● PROBLEM
After finding the line that contains "M1525 359 1674 433" in the entries below, retype it and every following line precisely, the last included.

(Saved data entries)
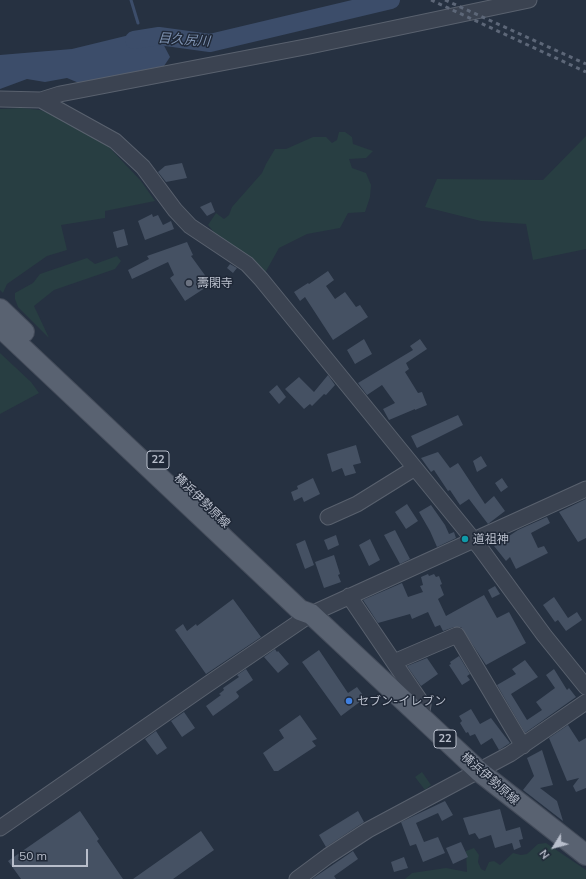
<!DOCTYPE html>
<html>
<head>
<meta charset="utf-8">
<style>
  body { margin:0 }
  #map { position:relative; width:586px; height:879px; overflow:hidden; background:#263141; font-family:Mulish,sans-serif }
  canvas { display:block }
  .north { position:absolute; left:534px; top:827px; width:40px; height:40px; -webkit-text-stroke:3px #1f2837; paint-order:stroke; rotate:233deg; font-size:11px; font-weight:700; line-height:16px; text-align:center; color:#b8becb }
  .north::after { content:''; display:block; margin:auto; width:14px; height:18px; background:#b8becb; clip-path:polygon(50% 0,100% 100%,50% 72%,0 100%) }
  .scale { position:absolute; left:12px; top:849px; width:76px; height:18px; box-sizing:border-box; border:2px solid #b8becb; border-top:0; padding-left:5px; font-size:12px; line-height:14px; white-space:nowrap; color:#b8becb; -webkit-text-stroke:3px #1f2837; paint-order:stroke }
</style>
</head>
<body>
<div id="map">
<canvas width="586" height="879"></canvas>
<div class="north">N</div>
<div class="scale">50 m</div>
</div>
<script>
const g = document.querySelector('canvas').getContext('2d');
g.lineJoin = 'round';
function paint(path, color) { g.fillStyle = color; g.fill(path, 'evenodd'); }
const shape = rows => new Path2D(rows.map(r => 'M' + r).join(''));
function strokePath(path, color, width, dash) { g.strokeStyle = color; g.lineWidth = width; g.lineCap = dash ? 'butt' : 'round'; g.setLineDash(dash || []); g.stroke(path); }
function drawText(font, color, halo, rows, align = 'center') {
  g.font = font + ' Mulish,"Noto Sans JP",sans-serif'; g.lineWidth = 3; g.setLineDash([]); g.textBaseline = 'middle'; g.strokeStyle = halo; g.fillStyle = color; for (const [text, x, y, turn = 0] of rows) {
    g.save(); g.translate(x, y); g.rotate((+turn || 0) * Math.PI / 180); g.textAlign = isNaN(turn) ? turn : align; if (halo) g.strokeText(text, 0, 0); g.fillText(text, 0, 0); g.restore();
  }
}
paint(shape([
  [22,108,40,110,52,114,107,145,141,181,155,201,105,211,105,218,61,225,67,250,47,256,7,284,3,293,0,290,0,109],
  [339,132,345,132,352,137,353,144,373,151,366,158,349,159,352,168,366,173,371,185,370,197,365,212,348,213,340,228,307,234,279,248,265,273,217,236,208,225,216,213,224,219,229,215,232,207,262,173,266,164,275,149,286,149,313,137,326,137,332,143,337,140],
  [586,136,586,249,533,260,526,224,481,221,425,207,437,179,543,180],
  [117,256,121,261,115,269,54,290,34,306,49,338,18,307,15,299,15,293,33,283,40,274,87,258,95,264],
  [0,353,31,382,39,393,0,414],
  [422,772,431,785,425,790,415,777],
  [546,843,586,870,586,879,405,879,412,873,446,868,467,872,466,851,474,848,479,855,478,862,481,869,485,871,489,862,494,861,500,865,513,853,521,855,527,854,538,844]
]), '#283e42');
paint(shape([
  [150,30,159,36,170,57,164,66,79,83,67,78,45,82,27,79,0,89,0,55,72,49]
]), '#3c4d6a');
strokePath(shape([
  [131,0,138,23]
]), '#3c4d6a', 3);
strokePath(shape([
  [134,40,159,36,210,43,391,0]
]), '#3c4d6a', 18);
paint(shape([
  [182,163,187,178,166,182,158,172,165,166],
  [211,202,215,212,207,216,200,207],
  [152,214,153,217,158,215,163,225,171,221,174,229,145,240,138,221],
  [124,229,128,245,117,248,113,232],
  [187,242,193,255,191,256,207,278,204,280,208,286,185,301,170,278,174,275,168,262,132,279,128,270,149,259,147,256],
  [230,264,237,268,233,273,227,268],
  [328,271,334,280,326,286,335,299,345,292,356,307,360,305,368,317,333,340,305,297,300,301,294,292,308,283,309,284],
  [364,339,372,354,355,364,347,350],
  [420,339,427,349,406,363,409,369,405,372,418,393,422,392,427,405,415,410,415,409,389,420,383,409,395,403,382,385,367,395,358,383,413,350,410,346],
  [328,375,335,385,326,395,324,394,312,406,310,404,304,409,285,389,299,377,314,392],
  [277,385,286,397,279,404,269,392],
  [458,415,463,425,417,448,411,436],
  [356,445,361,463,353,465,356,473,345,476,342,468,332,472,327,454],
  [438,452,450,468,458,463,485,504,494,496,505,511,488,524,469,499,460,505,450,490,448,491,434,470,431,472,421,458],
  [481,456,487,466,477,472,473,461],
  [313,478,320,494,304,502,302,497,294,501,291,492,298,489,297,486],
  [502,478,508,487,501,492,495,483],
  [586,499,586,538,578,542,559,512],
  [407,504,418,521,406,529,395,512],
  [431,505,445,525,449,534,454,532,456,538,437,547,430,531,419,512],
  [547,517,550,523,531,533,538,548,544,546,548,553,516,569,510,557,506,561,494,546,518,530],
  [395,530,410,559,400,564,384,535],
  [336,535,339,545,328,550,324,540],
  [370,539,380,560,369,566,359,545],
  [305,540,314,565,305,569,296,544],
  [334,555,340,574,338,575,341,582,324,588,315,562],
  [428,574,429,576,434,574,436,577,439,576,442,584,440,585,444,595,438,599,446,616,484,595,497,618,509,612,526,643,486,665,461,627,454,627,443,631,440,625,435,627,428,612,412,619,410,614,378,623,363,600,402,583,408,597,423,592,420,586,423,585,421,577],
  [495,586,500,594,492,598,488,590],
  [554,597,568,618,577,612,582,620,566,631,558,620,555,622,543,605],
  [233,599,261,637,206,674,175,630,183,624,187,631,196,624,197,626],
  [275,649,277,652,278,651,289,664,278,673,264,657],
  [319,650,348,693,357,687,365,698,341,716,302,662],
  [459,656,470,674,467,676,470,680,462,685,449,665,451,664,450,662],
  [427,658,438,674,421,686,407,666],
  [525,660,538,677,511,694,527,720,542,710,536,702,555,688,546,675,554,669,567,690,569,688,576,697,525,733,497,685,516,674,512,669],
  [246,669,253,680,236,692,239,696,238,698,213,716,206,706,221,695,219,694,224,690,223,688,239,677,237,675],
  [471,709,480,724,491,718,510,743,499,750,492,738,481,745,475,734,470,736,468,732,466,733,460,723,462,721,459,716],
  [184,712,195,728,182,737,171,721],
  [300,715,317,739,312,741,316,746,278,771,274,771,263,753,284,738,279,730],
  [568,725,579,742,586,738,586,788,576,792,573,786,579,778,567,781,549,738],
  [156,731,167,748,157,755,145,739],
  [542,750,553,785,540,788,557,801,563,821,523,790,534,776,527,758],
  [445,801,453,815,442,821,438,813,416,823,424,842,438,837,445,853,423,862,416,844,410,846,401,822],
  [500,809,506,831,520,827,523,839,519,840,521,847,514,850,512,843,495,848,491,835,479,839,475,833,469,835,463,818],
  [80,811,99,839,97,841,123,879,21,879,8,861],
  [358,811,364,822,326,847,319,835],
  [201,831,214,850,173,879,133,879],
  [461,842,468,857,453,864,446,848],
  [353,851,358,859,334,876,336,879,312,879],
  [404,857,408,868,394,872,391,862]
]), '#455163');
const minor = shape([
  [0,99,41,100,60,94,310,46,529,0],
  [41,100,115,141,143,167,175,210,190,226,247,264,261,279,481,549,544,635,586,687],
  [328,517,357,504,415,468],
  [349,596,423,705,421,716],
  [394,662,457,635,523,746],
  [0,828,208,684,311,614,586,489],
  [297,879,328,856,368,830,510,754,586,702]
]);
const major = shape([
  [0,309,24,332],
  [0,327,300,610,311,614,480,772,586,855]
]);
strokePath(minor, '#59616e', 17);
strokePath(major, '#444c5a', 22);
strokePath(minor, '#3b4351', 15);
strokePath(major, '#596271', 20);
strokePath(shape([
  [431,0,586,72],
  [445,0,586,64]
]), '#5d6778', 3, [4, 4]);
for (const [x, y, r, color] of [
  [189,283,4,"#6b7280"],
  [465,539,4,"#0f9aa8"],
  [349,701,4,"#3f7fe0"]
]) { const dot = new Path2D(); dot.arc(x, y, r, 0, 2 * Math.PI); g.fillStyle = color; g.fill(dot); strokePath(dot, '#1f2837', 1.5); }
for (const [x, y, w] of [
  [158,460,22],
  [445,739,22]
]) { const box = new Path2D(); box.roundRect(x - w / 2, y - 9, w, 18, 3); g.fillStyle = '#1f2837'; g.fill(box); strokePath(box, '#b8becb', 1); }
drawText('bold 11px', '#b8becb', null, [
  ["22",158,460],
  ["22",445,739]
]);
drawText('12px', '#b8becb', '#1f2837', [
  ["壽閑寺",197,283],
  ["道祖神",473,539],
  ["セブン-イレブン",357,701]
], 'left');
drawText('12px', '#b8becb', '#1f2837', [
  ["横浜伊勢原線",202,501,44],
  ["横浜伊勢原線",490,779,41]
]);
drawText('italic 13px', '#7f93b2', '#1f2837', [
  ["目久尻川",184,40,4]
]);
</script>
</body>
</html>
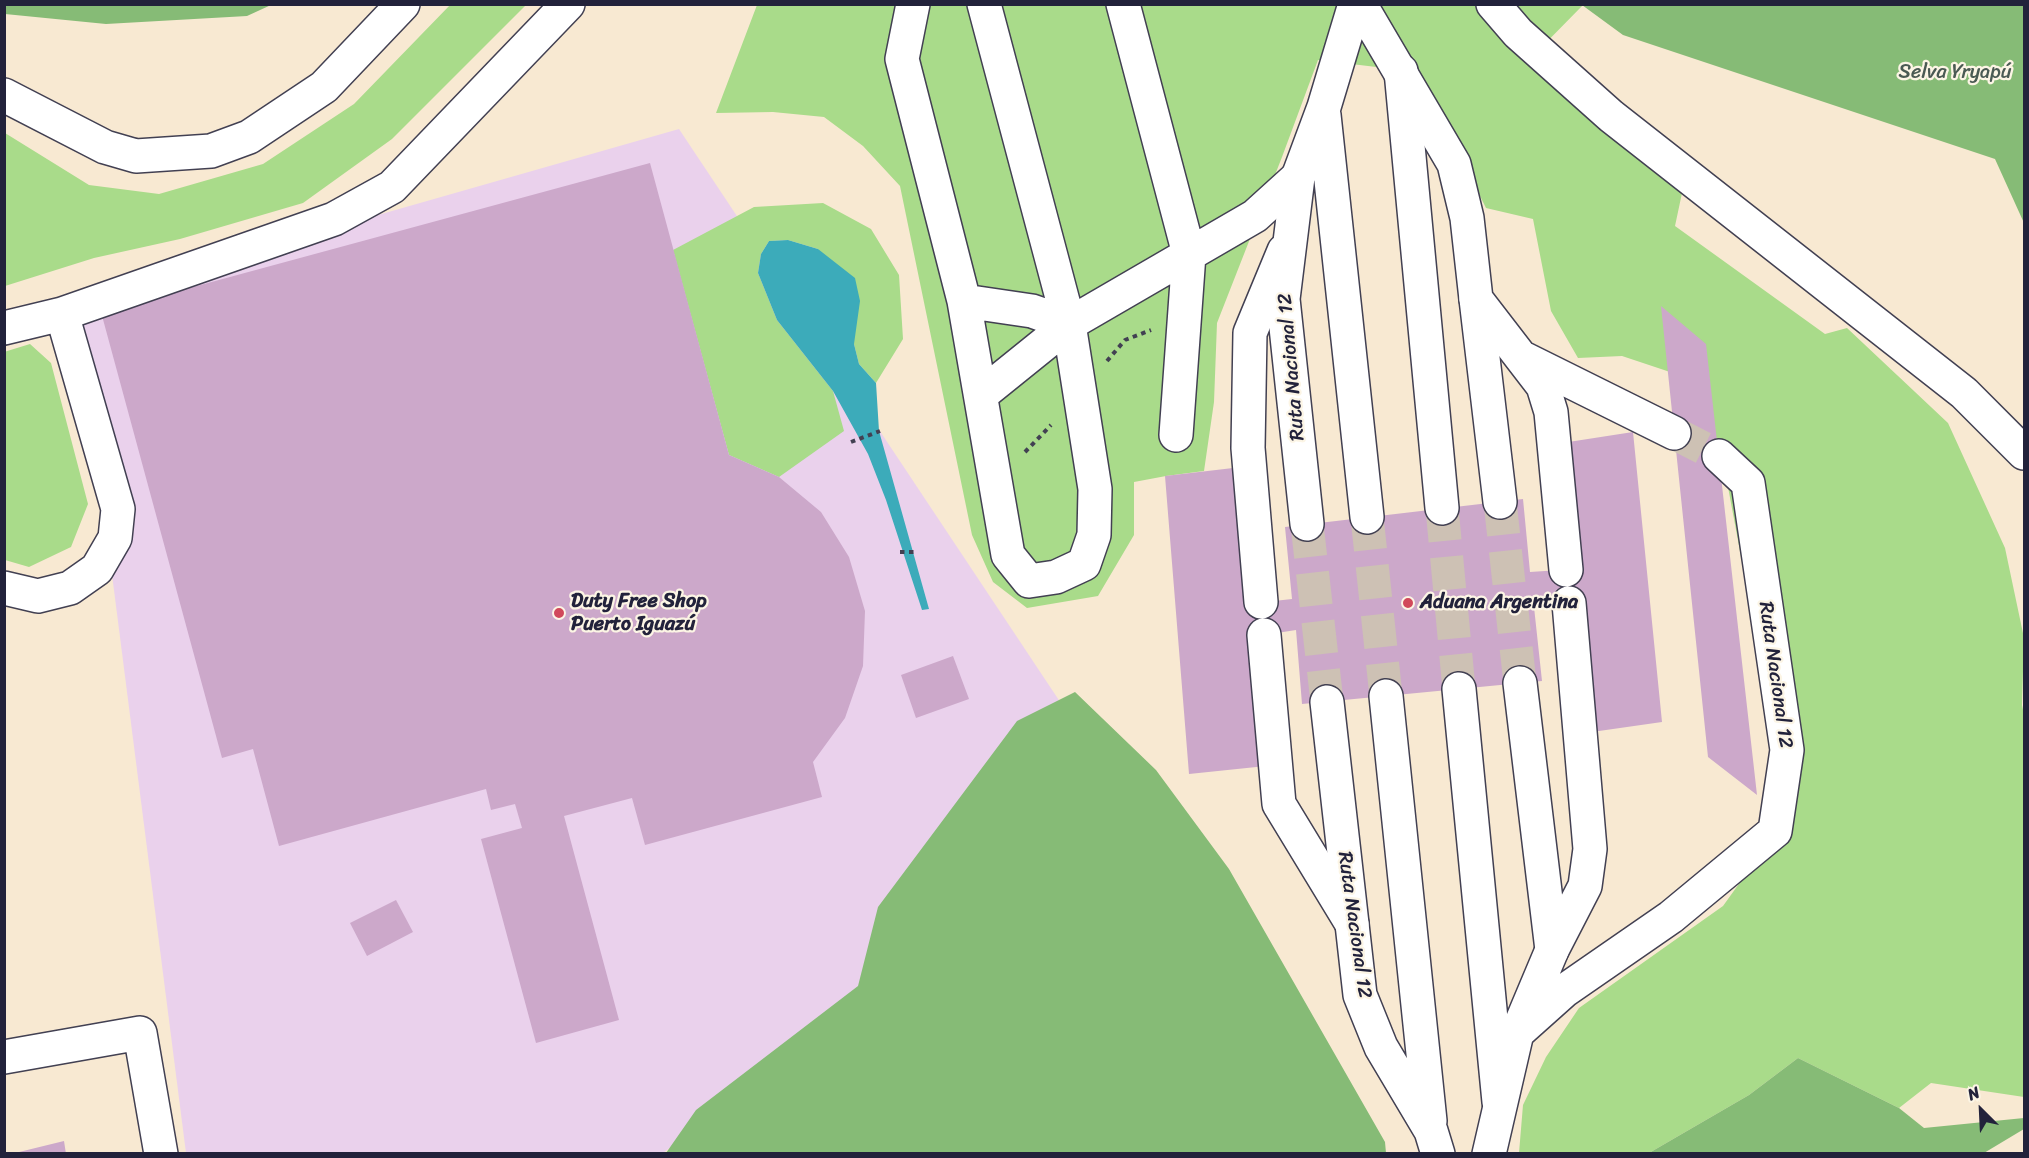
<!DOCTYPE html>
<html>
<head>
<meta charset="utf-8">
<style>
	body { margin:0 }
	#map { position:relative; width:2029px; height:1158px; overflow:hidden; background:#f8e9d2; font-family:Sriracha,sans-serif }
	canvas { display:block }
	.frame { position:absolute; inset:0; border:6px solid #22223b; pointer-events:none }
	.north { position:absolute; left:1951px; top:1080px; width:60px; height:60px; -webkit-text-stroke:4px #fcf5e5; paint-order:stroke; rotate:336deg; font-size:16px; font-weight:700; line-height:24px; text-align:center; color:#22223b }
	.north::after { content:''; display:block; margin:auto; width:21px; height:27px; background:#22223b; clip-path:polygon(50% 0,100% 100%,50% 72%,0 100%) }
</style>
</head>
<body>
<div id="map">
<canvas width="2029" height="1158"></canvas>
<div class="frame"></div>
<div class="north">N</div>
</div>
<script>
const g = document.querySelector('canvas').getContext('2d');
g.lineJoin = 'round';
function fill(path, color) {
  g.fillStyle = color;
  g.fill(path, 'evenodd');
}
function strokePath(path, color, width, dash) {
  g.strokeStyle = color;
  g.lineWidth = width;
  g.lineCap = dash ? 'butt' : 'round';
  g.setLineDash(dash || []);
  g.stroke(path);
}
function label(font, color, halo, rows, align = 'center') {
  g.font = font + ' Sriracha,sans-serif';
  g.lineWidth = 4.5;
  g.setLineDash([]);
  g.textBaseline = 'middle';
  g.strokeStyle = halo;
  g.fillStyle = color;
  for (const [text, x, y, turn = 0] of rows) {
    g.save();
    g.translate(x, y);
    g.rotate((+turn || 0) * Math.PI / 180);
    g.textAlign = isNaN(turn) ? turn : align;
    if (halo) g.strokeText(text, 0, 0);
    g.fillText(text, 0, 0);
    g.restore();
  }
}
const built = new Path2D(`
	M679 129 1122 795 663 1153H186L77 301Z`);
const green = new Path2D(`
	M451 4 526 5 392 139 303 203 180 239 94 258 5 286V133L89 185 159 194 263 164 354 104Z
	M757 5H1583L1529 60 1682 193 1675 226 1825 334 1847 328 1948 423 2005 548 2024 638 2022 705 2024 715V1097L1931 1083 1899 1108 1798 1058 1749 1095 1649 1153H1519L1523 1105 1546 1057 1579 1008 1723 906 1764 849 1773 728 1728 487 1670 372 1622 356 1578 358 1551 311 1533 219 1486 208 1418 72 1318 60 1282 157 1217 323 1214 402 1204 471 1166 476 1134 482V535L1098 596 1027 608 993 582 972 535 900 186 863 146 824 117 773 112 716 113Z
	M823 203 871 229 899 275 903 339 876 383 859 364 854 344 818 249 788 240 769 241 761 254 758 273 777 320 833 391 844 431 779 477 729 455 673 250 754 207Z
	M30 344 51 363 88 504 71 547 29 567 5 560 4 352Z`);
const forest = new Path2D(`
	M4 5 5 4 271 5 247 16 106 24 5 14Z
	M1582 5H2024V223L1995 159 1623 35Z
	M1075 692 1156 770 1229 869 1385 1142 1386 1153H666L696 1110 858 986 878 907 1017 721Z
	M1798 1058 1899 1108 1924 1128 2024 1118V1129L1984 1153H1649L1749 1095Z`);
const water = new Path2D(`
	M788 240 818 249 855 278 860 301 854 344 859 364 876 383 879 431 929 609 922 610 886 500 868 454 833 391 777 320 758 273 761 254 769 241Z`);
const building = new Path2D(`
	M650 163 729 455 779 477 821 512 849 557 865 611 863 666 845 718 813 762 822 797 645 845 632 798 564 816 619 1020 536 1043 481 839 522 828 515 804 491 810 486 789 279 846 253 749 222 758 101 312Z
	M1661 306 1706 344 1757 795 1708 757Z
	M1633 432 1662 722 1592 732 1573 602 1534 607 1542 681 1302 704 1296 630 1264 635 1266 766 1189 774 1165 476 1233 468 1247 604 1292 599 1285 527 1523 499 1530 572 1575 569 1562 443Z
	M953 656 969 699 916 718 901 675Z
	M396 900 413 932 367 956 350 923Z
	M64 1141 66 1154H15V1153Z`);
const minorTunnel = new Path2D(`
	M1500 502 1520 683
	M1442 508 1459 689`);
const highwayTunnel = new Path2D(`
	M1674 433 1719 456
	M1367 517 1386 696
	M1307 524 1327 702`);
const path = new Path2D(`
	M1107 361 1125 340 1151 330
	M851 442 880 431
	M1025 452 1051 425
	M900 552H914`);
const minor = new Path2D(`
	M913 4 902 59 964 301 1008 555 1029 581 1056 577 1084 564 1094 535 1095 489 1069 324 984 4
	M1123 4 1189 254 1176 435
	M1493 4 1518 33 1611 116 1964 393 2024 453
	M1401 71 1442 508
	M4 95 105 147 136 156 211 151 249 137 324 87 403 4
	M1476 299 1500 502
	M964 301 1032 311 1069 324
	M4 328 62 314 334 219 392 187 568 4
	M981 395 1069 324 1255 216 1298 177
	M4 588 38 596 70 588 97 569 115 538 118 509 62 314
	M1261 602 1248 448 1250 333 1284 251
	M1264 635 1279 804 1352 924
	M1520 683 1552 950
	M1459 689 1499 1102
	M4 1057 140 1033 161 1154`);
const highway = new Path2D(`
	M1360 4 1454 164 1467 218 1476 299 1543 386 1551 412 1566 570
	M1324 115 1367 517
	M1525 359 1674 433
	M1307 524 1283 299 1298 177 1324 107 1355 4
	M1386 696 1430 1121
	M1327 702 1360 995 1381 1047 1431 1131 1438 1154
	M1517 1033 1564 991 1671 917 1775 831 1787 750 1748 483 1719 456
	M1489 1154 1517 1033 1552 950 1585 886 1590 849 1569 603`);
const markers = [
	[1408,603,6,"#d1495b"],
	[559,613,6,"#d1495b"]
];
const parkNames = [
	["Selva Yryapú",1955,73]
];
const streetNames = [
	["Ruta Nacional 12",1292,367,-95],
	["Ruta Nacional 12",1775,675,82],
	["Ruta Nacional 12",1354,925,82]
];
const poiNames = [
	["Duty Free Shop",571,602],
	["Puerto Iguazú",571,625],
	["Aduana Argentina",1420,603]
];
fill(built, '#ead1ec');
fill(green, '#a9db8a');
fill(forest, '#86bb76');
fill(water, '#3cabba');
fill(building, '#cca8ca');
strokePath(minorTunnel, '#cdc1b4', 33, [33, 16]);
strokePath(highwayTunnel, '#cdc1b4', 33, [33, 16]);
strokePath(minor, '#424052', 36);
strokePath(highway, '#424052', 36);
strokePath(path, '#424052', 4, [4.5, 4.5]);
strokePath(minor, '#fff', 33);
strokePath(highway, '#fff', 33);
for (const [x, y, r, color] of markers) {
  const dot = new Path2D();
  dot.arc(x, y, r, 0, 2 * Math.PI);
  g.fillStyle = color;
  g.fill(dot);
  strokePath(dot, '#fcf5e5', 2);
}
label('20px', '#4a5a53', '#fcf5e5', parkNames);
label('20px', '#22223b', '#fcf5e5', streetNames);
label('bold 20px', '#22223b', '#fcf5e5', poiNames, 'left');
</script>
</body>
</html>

● TASK RESULT
	M1525 359 1674 433
	M1307 524 1283 299 1298 177 1324 107 1355 4
	M1386 696 1430 1121
	M1327 702 1360 995 1381 1047 1431 1131 1438 1154
	M1517 1033 1564 991 1671 917 1775 831 1787 750 1748 483 1719 456
	M1489 1154 1517 1033 1552 950 1585 886 1590 849 1569 603`);
const markers = [
	[1408,603,6,"#d1495b"],
	[559,613,6,"#d1495b"]
];
const parkNames = [
	["Selva Yryapú",1955,73]
];
const streetNames = [
	["Ruta Nacional 12",1292,367,-95],
	["Ruta Nacional 12",1775,675,82],
	["Ruta Nacional 12",1354,925,82]
];
const poiNames = [
	["Duty Free Shop",571,602],
	["Puerto Iguazú",571,625],
	["Aduana Argentina",1420,603]
];
fill(built, '#ead1ec');
fill(green, '#a9db8a');
fill(forest, '#86bb76');
fill(water, '#3cabba');
fill(building, '#cca8ca');
strokePath(minorTunnel, '#cdc1b4', 33, [33, 16]);
strokePath(highwayTunnel, '#cdc1b4', 33, [33, 16]);
strokePath(minor, '#424052', 36);
strokePath(highway, '#424052', 36);
strokePath(path, '#424052', 4, [4.5, 4.5]);
strokePath(minor, '#fff', 33);
strokePath(highway, '#fff', 33);
for (const [x, y, r, color] of markers) {
  const dot = new Path2D();
  dot.arc(x, y, r, 0, 2 * Math.PI);
  g.fillStyle = color;
  g.fill(dot);
  strokePath(dot, '#fcf5e5', 2);
}
label('20px', '#4a5a53', '#fcf5e5', parkNames);
label('20px', '#22223b', '#fcf5e5', streetNames);
label('bold 20px', '#22223b', '#fcf5e5', poiNames, 'left');
</script>
</body>
</html>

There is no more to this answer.